BBS UK participates in BBS global day to support individuals affected by Bardet Biedl syndrome
Worldwide event to support continued research and provide resources to improve the care of rare genetic disease
BBS UK, the only registered charity in the UK supporting those that have this rare inherited disorder, today announced participation in BBS Global Day to support families affected by Bardet Biedl Syndrome (BBS), for which there is currently no cure.
“By joining as one BBS community, we are stronger and louder; together we can improve awareness and understanding of BBS at a global level – the support and resources that we share with each other will ultimately benefit us all.”
BBS is a rare genetic disease present from birth with highly variable symptoms that may include retinal degeneration, obesity and hyperphagia, reduced kidney function, and polydactyly among many other features. While there are more than 20 genes associated with BBS, the underlying cause is malfunction of primary cilia, a key component of cellular communication. BBS is estimated to affect approximately one in 250,000 people around the world, including over 500 individuals in the UK.
BBS Global Day held on September 25th, 2021, is designed to support ongoing research to improve the understanding of BBS and identify potential new treatment options, as well as the development of resources and educational programs to improve the care of BBS. Communities in different countries around the world are hosting local events and initiatives in this collective effort.
“BBS UK gave us fantastic support in the early days of diagnosis, the lack of knowledge and understanding about BBS can be so isolating and overwhelming,” said one mother, she added “it is just wonderful to know that we are coming together as one big BBS family to raise awareness and to support research –together, people will hear our collective voice and this gives us hope for the future.”
About 500 New Friends
The “500 New Friends Initiative” is our nationwide push to increase awareness of BBS and the individuals, their parents, and carers in the UK. Signing up as a Friend will also crucially develop a sustainable financial stream to continue our work reducing exclusion and isolation, offering practical help and guidance to those newly diagnosed and producing valuable resources such as professional information booklets for those in education and medical services. Raising £30,000 by each Friend giving just £5 per month, could secure these services for the future. Visit www.bbsuk.org.uk for details.
Charity Reg Number 1181244, Registered address: 43 Balton Way, Dovercourt, Harwich, Essex. CO12 4UP Established in 1992 it is a small charity supporting 4 specialist clinics in London and Birmingham, providing an advice service, professional and family resources and activities for those with the condition. www.bbsuk.org.uk
The syndrome is named after Georges Bardet and Arthur Biedl. Two researchers who identified the genetic disorder.
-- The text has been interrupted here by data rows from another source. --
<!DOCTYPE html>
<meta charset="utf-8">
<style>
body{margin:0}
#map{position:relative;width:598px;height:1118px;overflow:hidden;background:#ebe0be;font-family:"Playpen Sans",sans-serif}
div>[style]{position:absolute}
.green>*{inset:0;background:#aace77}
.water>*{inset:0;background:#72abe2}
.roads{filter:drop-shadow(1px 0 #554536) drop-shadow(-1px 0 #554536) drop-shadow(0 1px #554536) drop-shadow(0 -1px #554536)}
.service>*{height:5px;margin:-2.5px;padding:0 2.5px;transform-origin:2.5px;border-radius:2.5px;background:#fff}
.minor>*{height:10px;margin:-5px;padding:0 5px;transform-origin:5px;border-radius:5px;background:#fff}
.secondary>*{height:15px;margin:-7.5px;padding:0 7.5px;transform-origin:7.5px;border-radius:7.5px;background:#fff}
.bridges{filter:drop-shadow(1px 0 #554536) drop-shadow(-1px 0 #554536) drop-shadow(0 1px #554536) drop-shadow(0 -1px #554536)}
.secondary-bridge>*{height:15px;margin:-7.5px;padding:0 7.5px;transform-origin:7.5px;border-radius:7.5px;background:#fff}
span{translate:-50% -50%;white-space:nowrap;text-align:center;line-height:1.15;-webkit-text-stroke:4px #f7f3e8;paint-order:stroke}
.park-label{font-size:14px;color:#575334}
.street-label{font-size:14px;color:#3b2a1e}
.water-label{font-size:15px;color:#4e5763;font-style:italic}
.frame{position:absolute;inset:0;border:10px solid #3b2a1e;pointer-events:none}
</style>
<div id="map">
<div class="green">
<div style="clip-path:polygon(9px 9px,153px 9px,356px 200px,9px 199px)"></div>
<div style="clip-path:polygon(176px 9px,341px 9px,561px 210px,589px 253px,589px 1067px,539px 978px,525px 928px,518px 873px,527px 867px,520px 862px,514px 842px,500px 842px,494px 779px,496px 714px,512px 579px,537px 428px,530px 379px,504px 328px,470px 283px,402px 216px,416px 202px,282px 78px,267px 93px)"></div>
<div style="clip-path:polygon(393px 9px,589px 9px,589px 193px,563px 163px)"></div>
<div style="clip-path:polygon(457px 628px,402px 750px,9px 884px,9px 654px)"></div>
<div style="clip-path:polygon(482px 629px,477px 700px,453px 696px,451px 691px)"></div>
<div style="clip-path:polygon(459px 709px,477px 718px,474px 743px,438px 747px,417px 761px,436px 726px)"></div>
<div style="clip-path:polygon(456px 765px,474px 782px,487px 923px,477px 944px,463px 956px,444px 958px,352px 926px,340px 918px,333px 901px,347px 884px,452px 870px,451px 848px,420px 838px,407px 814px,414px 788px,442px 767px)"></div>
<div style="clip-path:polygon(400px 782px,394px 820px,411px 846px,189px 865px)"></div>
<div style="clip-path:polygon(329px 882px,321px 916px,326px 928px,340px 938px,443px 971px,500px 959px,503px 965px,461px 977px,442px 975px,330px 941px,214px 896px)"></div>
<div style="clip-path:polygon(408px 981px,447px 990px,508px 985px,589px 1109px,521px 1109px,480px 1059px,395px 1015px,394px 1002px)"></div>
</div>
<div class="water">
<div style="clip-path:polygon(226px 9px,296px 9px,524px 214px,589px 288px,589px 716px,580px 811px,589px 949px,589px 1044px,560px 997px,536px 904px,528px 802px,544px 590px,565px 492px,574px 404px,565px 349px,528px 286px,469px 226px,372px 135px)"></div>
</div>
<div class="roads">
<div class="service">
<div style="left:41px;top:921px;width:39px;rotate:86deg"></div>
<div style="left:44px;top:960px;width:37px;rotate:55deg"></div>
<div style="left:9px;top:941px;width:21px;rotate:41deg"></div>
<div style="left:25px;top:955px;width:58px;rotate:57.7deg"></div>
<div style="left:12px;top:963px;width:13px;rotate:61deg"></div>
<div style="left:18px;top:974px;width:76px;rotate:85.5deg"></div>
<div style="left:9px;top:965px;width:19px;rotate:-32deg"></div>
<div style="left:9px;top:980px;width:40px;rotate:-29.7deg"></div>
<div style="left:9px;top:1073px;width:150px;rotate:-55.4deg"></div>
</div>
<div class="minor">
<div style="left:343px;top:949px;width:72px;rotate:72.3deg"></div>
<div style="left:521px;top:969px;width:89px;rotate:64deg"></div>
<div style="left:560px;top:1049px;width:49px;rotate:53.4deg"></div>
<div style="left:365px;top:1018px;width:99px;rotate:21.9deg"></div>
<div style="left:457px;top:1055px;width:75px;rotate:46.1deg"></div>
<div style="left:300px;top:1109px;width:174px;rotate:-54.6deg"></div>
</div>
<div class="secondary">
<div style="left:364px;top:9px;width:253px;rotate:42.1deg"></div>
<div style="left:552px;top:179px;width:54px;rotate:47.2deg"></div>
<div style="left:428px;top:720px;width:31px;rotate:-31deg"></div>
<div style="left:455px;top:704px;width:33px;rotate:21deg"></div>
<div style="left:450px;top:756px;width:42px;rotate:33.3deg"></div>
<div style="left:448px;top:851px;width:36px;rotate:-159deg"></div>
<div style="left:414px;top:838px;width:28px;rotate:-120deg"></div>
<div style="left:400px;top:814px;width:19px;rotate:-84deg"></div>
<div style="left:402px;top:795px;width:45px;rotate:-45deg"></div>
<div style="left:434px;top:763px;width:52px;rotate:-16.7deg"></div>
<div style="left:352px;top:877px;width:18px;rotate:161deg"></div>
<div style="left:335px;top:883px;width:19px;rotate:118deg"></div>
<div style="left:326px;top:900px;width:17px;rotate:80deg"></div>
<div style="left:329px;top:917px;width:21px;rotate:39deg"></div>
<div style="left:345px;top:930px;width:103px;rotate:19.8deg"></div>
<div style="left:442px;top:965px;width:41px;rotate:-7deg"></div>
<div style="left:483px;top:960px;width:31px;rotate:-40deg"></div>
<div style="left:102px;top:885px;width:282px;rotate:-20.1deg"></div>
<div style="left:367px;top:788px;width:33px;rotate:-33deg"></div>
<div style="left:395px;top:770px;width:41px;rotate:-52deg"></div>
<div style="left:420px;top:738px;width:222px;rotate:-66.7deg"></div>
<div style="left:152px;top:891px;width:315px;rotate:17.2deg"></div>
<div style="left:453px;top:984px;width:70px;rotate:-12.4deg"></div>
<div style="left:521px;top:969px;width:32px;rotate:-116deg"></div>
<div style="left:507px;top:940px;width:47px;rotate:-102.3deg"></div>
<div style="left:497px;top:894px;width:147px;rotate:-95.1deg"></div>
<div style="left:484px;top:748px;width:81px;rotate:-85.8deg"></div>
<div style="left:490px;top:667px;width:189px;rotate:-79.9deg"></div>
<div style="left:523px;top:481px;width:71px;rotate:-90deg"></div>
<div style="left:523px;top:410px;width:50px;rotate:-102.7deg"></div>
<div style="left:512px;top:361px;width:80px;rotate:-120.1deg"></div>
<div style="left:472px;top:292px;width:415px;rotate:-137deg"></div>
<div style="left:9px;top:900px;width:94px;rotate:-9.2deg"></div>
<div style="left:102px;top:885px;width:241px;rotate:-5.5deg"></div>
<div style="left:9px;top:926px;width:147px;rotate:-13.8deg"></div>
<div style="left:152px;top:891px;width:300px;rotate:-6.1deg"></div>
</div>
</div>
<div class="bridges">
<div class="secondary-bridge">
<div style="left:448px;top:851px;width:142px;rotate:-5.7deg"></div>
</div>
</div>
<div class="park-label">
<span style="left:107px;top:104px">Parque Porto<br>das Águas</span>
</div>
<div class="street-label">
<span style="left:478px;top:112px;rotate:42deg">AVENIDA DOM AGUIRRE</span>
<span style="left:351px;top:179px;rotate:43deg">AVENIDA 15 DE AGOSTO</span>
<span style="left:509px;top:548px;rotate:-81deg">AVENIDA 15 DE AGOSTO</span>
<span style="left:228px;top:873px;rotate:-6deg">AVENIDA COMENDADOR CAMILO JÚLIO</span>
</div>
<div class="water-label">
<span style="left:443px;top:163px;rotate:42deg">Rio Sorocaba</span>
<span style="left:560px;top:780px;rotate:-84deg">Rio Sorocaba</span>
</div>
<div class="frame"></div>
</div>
It is a rare inherited disorder affecting 1 in 100,000 babies born affecting both male and female across all societal groups. Currently between 500-600 people in U.K.
The diagnosis of BBS is established by clinical findings and family history. Molecular genetic testing can be used to confirm the diagnosis.
”Though treatment of symptoms is available, and research is accelerating there is currently no cure.
BBS U.K. is the only charity in the U.K. supporting those with the syndrome. BBS Global Day recognising the disorder around the world is September 25th, 2021.
There are a variety of symptoms but not every case will have all of them: extra digits / toes,
”obesity, kidney abnormalities, developmental delay and learning difficulties. All will however have visual impairment which defines as night blindness in primary school followed by gradual loss of vision, with average age of registered blindness being 15 years old.